**To do**
After finding the line containing "M785,865L1174,869L1310,867H1469L1527,861L1594,866L1757,868" below, please output that line and each following one through the line containing "<!-- secondary -->", exactly as written.

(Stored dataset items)
**********
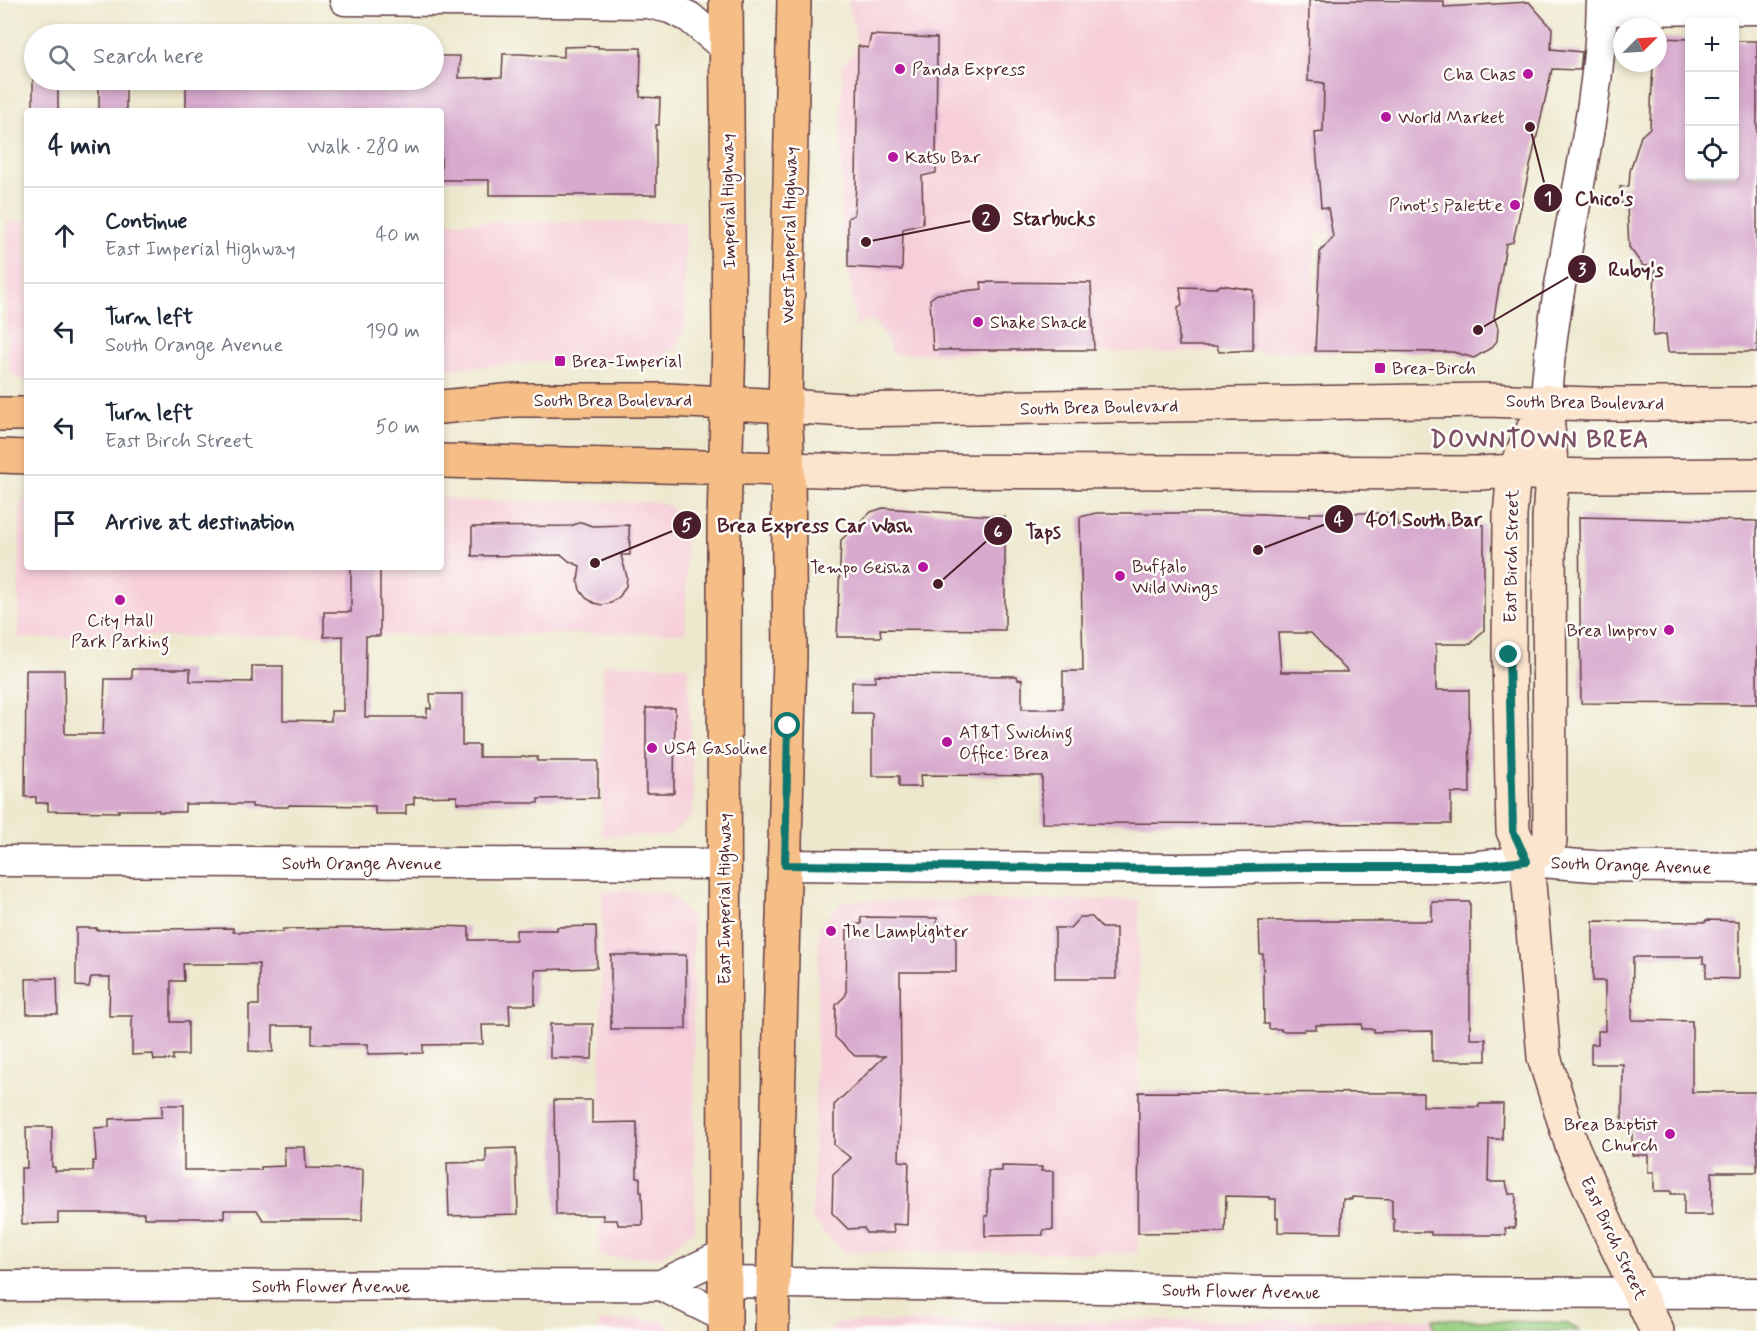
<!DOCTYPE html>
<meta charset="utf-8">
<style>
body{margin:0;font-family:Mynerve,sans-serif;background:#f6f6f7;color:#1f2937}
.controls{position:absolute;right:18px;top:18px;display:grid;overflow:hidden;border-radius:6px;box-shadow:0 3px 9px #0003}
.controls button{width:54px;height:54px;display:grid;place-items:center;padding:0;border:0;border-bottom:2px solid #e0e1e3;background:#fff;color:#1f2937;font:30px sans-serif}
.compass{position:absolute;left:1613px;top:18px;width:54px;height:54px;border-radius:50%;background:#fff;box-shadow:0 3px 9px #0003;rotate:66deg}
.stop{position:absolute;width:18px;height:18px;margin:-14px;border:4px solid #0f766e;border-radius:50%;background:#fff}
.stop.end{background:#0f766e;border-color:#fff;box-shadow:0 2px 6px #0008}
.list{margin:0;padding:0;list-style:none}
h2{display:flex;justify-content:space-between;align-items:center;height:78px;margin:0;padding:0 24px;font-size:26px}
h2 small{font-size:20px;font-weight:400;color:#747a83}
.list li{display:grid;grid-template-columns:39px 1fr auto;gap:18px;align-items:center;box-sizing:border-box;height:96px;padding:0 24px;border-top:2px solid #e0e1e3}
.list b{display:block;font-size:22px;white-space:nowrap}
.list p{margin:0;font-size:20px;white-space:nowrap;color:#747a83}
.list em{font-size:20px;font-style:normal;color:#747a83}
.icon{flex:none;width:33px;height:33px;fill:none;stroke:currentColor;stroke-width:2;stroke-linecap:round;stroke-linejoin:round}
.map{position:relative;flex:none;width:1757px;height:1331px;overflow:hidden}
.search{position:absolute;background:#fff;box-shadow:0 3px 9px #0003;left:24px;top:24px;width:420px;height:66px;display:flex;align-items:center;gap:15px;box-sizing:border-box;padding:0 21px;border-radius:33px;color:#747a83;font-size:22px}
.panel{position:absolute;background:#fff;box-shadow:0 3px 9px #0003;left:24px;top:108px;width:420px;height:462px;border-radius:6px}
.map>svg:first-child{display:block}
.built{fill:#f6cfd9}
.green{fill:#97cf81;stroke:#707756;stroke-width:1.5}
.building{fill:#d8aace;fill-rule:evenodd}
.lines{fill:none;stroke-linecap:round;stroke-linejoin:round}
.street-casing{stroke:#623d43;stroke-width:33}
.secondary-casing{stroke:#623d43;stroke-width:36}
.primary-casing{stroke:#623d43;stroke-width:36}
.street{stroke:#fff;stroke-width:30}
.secondary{stroke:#fbe5cf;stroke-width:33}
.primary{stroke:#f6be87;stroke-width:33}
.route{stroke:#0f766e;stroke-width:8}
.poi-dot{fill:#b5179e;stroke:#fdfcf7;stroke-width:2}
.labels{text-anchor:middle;stroke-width:5;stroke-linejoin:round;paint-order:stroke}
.poi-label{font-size:18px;fill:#4a1f2b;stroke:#fdfcf7;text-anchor:start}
.street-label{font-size:18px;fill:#4a1f2b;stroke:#fdfcf7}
.district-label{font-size:24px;font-weight:bold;letter-spacing:1.5px;fill:#7c5064;stroke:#fdfcf7}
.leader{fill:none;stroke:#4a1f2b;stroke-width:2}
.callout-dot{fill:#4a1f2b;stroke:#fdfcf7;stroke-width:2}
.mark-label{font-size:18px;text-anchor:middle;font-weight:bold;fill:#fff}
.callout-label{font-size:20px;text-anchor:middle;font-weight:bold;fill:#4a1f2b;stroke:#fdfcf7;stroke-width:5;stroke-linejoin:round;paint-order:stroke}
</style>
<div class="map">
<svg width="1757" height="1331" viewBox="0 0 1757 1331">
<rect width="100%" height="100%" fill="#fdfcf7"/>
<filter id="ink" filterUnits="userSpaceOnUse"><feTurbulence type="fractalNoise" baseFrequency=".0167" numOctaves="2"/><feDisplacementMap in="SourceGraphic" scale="12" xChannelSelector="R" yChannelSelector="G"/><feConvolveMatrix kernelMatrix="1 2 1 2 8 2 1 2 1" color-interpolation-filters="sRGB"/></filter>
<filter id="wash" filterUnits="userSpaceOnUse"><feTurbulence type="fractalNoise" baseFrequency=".008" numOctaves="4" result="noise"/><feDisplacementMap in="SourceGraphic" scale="24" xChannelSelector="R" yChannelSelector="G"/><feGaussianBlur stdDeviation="1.35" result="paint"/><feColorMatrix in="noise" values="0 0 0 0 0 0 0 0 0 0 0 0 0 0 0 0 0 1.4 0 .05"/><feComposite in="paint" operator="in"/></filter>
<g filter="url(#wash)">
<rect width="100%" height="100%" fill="#ede8cd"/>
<!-- built -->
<path class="built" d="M848,0H1452L1447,228L1317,234L1314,262L1315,351L893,354L885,336L872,320L856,326L848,267V240L840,239L842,65L858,46Z
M7,221H27V383L11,373L7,355Z
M441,222H685V328L677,347L655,362H535L441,370Z
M27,496V567H441V496L465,501L661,502L677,512L686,530V633L18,638L20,506Z
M603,664L688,666L694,815L669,836H602Z
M602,890L667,892L693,919L695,1229L661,1257H599Z
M1139,900L1138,1253L844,1252L812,1220L819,926L844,901Z
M1433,1319L1434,1331H828L838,1322Z
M662,1320L671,1331H599V1321Z"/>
<!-- green -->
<path class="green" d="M1433,1319L1566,1323L1581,1331H1434Z"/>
<g id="blocks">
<!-- building -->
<path class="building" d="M1309,0L1444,1V7L1529,2L1552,28L1551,49L1582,52L1580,70L1552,69L1513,242L1506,244L1494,317L1498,328L1497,341L1491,348L1474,358L1453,352L1315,351L1320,252L1333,237L1328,208L1321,207L1315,133L1323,132L1324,83L1308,81Z
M871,35L937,38L936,173L922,176L923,224L903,229L902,270L848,267V218L854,215L856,185L858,46L868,48Z
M1658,38L1689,39V176H1734V41H1757V352H1668L1666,334L1653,336L1655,266H1643L1629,247L1627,206L1620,202V187L1629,186L1630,171L1641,136L1650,128L1653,63H1658Z
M598,46V48H641L640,97L660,98L659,125H656V195H489V180H441V111H186V80H434V56H460L459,78L502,77L503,54H521L564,57V47Z
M33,80H58V111H33Z
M99,80H126V111H99Z
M981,282L1091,283L1094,350H933L930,299L937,294L982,289Z
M1221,285L1253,290V350L1219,352L1217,346H1179L1178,307L1182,305L1180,287L1216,288Z
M883,508L1005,517V630L880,629L881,637H837L841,540L871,512Z
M1096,513H1232L1310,516V513H1396L1397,525H1484V630L1471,644H1436V690H1469L1470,793H1451V824L1042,823V776L920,775L921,787H899V776H872V713H852V682H875V675L1017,676L1018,680L1022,679V709H1063V671H1083L1080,517ZM1278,633H1311L1348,672H1281Z
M1579,517L1757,521V704L1581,703Z
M581,522L592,526L629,525L630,555H621L627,577L626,586L620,596L611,603L602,605L594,603L586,598L580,590L578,581L580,566L569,561L562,555L472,556V527L571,526Z
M351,567H380V636H366L365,717H427V708L431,709L430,694H462V745H479V757H537V761H598V798L538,799V803H457V796L414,797V804L406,805V814H375V806L289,805L288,807H252V804H185V812H159V810H118L119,812L48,811V803H36V797H25L26,670H64L65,734H103L105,679H132V669H190V681L252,682V666H283V720L331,721V711H343V636L324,637V612H351Z
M646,708H675L674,793H646Z
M1432,902H1470V1039H1486V1061H1432V1031L1374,1032V1029H1362V1024L1316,1025V1029H1304V1031H1281V1029H1269V1024H1264L1263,954H1260L1259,921H1432Z
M861,917L937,918V928H956V972H900L901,1079L899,1161L909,1162L907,1225L893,1224L894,1233H866L864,1228L848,1229L832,1213L833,1174L851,1158L834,1145V1105L885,1056H855L835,1037L836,1005L846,995L847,925L861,924Z
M1080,917H1092L1102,928H1116V979H1055V928H1070Z
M1706,920L1739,921V979L1706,978V964L1703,963V957H1633L1632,1020L1692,1021V1092H1757V1172H1712V1215H1684V1194H1671V1191H1654V1172H1648V1155H1632V1125H1622L1623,1064H1591V1044H1598V1031H1605V981H1593V921L1706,922Z
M438,926L469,927V940H516V930H557V927L596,926L597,968L535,970V1005H509L510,1025H482L483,1044L423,1045V1053L368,1054V1044H312V1026H273V1052L249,1051V1005H259V964H183L184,981H171V1022H188V1055H173V1060H154L153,1054L132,1055V1016H109L110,977H91L89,987L76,986V928H97L96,930L233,928V932H283V929L438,927Z
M611,955H686V1029H611Z
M57,978L58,1014H27L26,979Z
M550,1024H593L592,1059L550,1058Z
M1139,1092L1423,1093V1106L1479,1107V1104H1503L1502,1139H1489L1488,1182H1506L1509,1194H1516L1515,1228H1505L1506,1235H1431V1232H1394V1219H1392V1199L1352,1197V1199H1343L1341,1233L1278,1232V1218H1276V1199H1270V1197L1226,1196L1225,1232L1138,1233Z
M554,1100H592V1123L637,1122V1178H640V1192H642L643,1225H618L617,1220H603V1215H556Z
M162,1105H184V1170H261V1167L285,1166L284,1147H305L306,1168L363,1169L362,1220H263L257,1210H224V1218H144V1213H58V1223L22,1224L21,1168H27L26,1127H52V1167H55V1171H93V1161H96L94,1128L109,1127V1119L162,1117Z
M516,1148L518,1214L449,1216L447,1163L486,1162V1149Z
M1002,1166L1042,1167L1041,1171H1053V1230H1043V1235L985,1236V1216H988V1171H1002Z"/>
</g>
</g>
<g filter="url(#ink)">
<use href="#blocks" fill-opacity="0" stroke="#623d43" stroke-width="1.5"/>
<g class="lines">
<defs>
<path id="street" d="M345,0L648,3L670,8L689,17L727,49
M1602,10L1757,9
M1546,401C1553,266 1600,135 1602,0
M0,861L724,864
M785,865L1174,869L1310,867H1469L1527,861L1594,866L1757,868
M725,1282L1100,1288L1271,1292L1757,1293
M661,1285L725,1254
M0,1286L661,1285L725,1317"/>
<path id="secondary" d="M1546,401L1514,471L1510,515L1509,655L1513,831L1527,861L1544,1057L1572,1146L1613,1239L1657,1331
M785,406L845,410L1487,400L1591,404H1757
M788,469L850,471L1480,473L1514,471L1552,475L1593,476L1757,475
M1527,861L1550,841L1549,519L1552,475L1546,403"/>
<path id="primary" d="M441,407L515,400H668L785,406
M0,414H27
M0,456L27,457
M441,461L788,469
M725,1331L724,523L729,341L726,0
M772,1331L790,656L788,469L785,406L794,0"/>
</defs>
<!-- street casing -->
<use href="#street" class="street-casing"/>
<!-- secondary casing -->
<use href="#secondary" class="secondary-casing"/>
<!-- primary casing -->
<use href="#primary" class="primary-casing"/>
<!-- street -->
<use href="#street" class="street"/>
<!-- secondary -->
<use href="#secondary" class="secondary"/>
<!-- primary -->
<use href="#primary" class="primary"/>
</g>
</g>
<g class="lines" filter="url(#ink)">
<!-- route -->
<path class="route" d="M788,726L785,865L1174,869L1310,867H1469L1527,861L1513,831L1509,655"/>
</g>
<!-- markers -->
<g class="poi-dot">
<circle cx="900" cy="69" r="6"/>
<circle cx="1528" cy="74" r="6"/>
<circle cx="1386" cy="117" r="6"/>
<circle cx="893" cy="157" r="6"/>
<circle cx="1515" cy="205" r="6"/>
<circle cx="978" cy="322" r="6"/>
<rect x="554" y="355" width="12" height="12" rx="3"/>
<rect x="1374" y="362" width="12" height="12" rx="3"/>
<circle cx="923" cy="567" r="6"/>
<circle cx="1120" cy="576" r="6"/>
<circle cx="120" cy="600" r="6"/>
<circle cx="1669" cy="630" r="6"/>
<circle cx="947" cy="742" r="6"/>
<circle cx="652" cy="748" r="6"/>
<circle cx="831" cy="931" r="6"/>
<circle cx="1670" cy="1134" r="6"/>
</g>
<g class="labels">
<!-- poi labels -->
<g class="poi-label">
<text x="912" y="75">Panda Express</text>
<text x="1516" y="80" text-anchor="end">Cha Chas</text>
<text x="1398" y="123">World Market</text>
<text x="905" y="163">Katsu Bar</text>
<text x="1503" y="211" text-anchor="end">Pinot's Palette</text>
<text x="990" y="328">Shake Shack</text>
<text x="572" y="367">Brea-Imperial</text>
<text x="1392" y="374">Brea-Birch</text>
<text x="1132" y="572">Buffalo<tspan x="1132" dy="21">Wild Wings</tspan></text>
<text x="911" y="573" text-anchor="end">Tempo Geisha</text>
<text x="120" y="626" text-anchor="middle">City Hall<tspan x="120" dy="21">Park Parking</tspan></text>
<text x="1657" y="636" text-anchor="end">Brea Improv</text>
<text x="959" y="738">AT&amp;T Swiching<tspan x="959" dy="21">Office: Brea</tspan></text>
<text x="664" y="754">USA Gasoline</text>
<text x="843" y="937">The Lamplighter</text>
<text x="1658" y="1130" text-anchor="end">Brea Baptist<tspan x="1658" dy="21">Church</tspan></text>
</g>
<!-- street labels -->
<g class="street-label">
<text transform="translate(728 201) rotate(-91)" y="6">Imperial Highway</text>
<text transform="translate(789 235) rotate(-89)" y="6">West Imperial Highway</text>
<text x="613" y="406">South Brea Boulevard</text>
<text transform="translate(1585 402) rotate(1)" y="6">South Brea Boulevard</text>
<text transform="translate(1099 407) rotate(-1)" y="6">South Brea Boulevard</text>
<text transform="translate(1511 556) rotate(-89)" y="6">East Birch Street</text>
<text x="362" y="869">South Orange Avenue</text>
<text transform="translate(1631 865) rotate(2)" y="6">South Orange Avenue</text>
<text transform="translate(724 899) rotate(-90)" y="6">East Imperial Highway</text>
<text transform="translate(1614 1238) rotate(65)" y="6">East Birch Street</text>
<text x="331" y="1292">South Flower Avenue</text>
<text transform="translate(1241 1291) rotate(1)" y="6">South Flower Avenue</text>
</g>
<!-- district labels -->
<g class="district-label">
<text x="1540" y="447">DOWNTOWN BREA</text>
</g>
</g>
<!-- callouts -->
<path class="leader" d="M1530 127L1548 198M866 242L986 218M1478 330L1582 269M1258 550L1339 519M595 563L687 525M938 584L998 531"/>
<g class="callout-dot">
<circle cx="1530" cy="127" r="6"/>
<circle cx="866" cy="242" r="6"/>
<circle cx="1478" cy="330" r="6"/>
<circle cx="1258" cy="550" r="6"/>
<circle cx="595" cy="563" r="6"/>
<circle cx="938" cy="584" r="6"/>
<circle cx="1548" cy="198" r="15"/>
<circle cx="986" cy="218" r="15"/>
<circle cx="1582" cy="269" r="15"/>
<circle cx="1339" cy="519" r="15"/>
<circle cx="687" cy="525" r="15"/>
<circle cx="998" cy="531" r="15"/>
</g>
<g class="mark-label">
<text x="1548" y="204">1</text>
<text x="986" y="224">2</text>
<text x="1582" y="275">3</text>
<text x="1339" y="525">4</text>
<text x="687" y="531">5</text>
<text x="998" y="537">6</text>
</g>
<g class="callout-label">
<text x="1604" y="205">Chico's</text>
<text x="1054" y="225">Starbucks</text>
<text x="1636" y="276">Ruby's</text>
<text x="1424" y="526">401 South Bar</text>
<text x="815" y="532">Brea Express Car Wash</text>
<text x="1043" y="538">Taps</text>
</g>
</svg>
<div class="controls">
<button>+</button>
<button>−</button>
<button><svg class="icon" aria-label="locate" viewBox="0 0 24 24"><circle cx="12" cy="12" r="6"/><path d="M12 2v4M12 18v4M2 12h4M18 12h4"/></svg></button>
</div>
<svg class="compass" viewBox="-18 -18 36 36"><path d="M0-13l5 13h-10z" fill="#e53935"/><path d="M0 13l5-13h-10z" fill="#747a83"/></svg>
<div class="stop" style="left:788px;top:726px"></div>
<div class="stop end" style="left:1509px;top:655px"></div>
<div class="search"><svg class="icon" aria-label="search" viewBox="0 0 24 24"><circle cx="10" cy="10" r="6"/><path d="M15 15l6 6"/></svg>Search here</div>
<section class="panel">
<h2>4 min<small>Walk · 280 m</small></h2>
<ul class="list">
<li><svg class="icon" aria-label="ahead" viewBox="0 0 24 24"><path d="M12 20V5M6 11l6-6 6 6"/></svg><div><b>Continue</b><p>East Imperial Highway</p></div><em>40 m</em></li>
<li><svg class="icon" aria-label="left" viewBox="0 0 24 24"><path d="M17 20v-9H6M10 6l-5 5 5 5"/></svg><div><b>Turn left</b><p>South Orange Avenue</p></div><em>190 m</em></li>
<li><svg class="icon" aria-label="left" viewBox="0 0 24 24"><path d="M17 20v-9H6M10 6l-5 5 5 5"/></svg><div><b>Turn left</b><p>East Birch Street</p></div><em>50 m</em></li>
<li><svg class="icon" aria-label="arrive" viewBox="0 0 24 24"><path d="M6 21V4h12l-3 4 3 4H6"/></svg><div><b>Arrive at destination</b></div></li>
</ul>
</section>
</div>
**********
**Your response**
M785,865L1174,869L1310,867H1469L1527,861L1594,866L1757,868
M725,1282L1100,1288L1271,1292L1757,1293
M661,1285L725,1254
M0,1286L661,1285L725,1317"/>
<path id="secondary" d="M1546,401L1514,471L1510,515L1509,655L1513,831L1527,861L1544,1057L1572,1146L1613,1239L1657,1331
M785,406L845,410L1487,400L1591,404H1757
M788,469L850,471L1480,473L1514,471L1552,475L1593,476L1757,475
M1527,861L1550,841L1549,519L1552,475L1546,403"/>
<path id="primary" d="M441,407L515,400H668L785,406
M0,414H27
M0,456L27,457
M441,461L788,469
M725,1331L724,523L729,341L726,0
M772,1331L790,656L788,469L785,406L794,0"/>
</defs>
<!-- street casing -->
<use href="#street" class="street-casing"/>
<!-- secondary casing -->
<use href="#secondary" class="secondary-casing"/>
<!-- primary casing -->
<use href="#primary" class="primary-casing"/>
<!-- street -->
<use href="#street" class="street"/>
<!-- secondary -->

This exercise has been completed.